>>

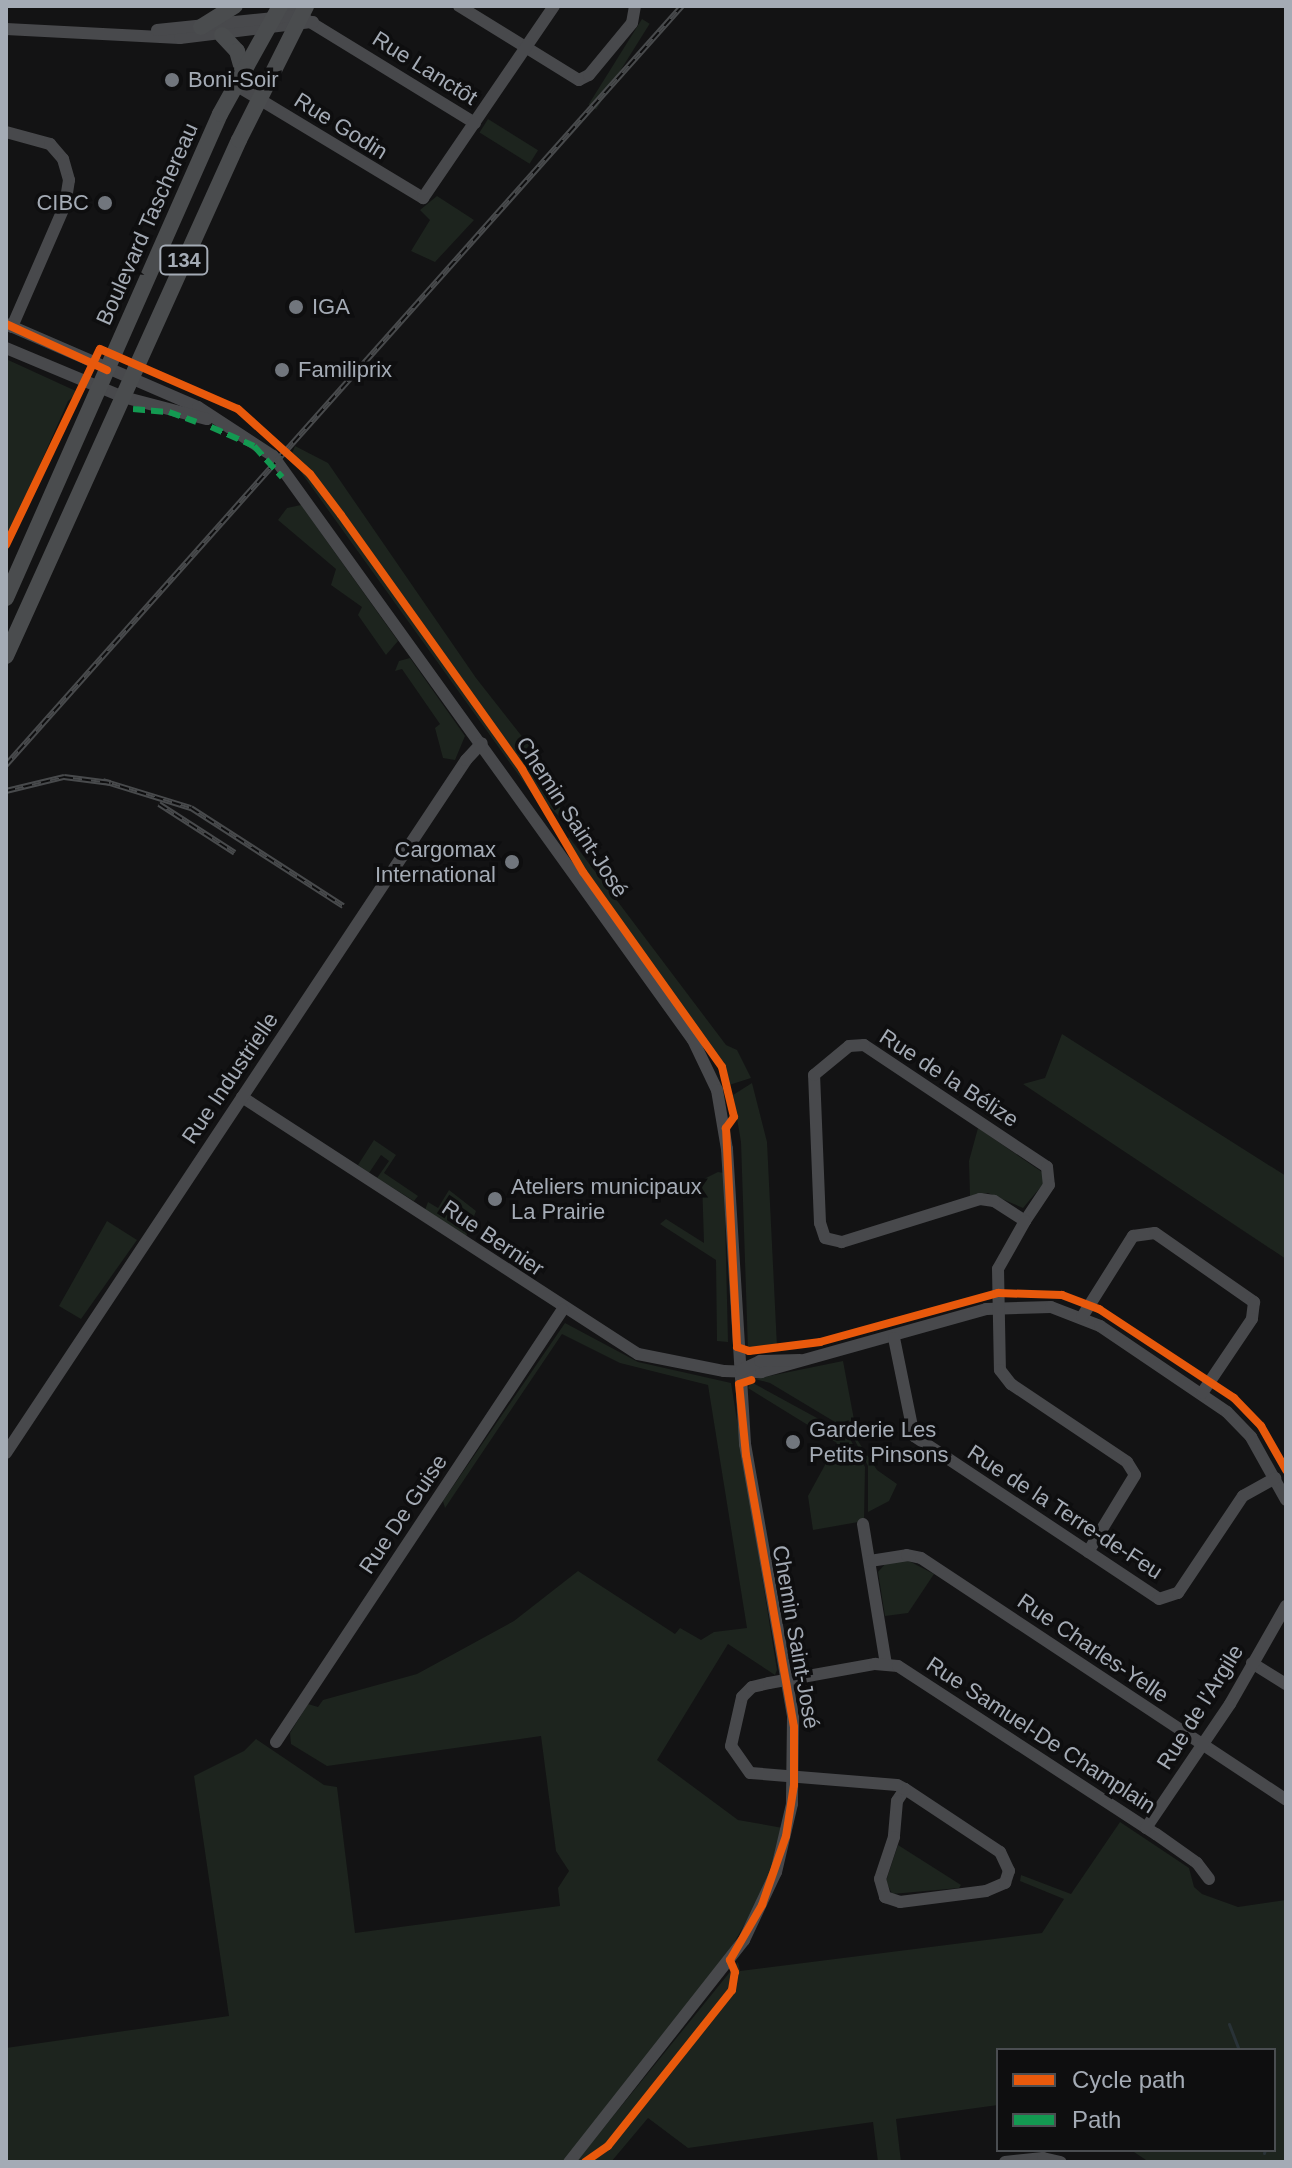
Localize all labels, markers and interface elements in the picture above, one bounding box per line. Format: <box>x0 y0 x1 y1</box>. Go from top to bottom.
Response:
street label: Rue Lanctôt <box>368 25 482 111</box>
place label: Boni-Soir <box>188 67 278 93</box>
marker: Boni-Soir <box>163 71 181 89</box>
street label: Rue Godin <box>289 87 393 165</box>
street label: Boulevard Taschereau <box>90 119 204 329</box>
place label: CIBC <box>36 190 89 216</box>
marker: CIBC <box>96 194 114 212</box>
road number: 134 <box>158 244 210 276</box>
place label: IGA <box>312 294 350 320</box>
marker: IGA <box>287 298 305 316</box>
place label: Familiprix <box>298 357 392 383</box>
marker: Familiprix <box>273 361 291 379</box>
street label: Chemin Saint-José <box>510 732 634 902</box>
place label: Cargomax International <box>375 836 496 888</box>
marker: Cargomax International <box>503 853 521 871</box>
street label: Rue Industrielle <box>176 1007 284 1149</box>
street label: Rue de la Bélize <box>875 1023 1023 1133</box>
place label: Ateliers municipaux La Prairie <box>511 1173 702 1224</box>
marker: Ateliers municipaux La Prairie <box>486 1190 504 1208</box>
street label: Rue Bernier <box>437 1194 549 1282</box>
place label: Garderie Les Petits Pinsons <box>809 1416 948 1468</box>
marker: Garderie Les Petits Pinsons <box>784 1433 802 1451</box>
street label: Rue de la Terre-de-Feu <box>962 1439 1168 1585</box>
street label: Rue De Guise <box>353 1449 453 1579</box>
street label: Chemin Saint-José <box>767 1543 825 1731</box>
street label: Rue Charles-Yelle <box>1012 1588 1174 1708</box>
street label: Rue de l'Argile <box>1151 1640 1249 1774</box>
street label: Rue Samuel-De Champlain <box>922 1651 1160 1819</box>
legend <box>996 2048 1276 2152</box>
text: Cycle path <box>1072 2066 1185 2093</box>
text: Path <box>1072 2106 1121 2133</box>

<<

*Task description*. Copy the listing exactly. Leave the pictures out.

*Written answer*.
Localize all labels, markers and interface elements in the picture above, one bounding box per line. Format: <box>x0 y0 x1 y1</box>. Go from top to bottom.
Response:
street label: Rue Lanctôt <box>368 25 482 111</box>
place label: Boni-Soir <box>188 67 278 93</box>
marker: Boni-Soir <box>163 71 181 89</box>
street label: Rue Godin <box>289 87 393 165</box>
street label: Boulevard Taschereau <box>90 119 204 329</box>
place label: CIBC <box>36 190 89 216</box>
marker: CIBC <box>96 194 114 212</box>
road number: 134 <box>158 244 210 276</box>
place label: IGA <box>312 294 350 320</box>
marker: IGA <box>287 298 305 316</box>
place label: Familiprix <box>298 357 392 383</box>
marker: Familiprix <box>273 361 291 379</box>
street label: Chemin Saint-José <box>510 732 634 902</box>
place label: Cargomax International <box>375 836 496 888</box>
marker: Cargomax International <box>503 853 521 871</box>
street label: Rue Industrielle <box>176 1007 284 1149</box>
street label: Rue de la Bélize <box>875 1023 1023 1133</box>
place label: Ateliers municipaux La Prairie <box>511 1173 702 1224</box>
marker: Ateliers municipaux La Prairie <box>486 1190 504 1208</box>
street label: Rue Bernier <box>437 1194 549 1282</box>
place label: Garderie Les Petits Pinsons <box>809 1416 948 1468</box>
marker: Garderie Les Petits Pinsons <box>784 1433 802 1451</box>
street label: Rue de la Terre-de-Feu <box>962 1439 1168 1585</box>
street label: Rue De Guise <box>353 1449 453 1579</box>
street label: Chemin Saint-José <box>767 1543 825 1731</box>
street label: Rue Charles-Yelle <box>1012 1588 1174 1708</box>
street label: Rue de l'Argile <box>1151 1640 1249 1774</box>
street label: Rue Samuel-De Champlain <box>922 1651 1160 1819</box>
legend <box>996 2048 1276 2152</box>
text: Cycle path <box>1072 2066 1185 2093</box>
text: Path <box>1072 2106 1121 2133</box>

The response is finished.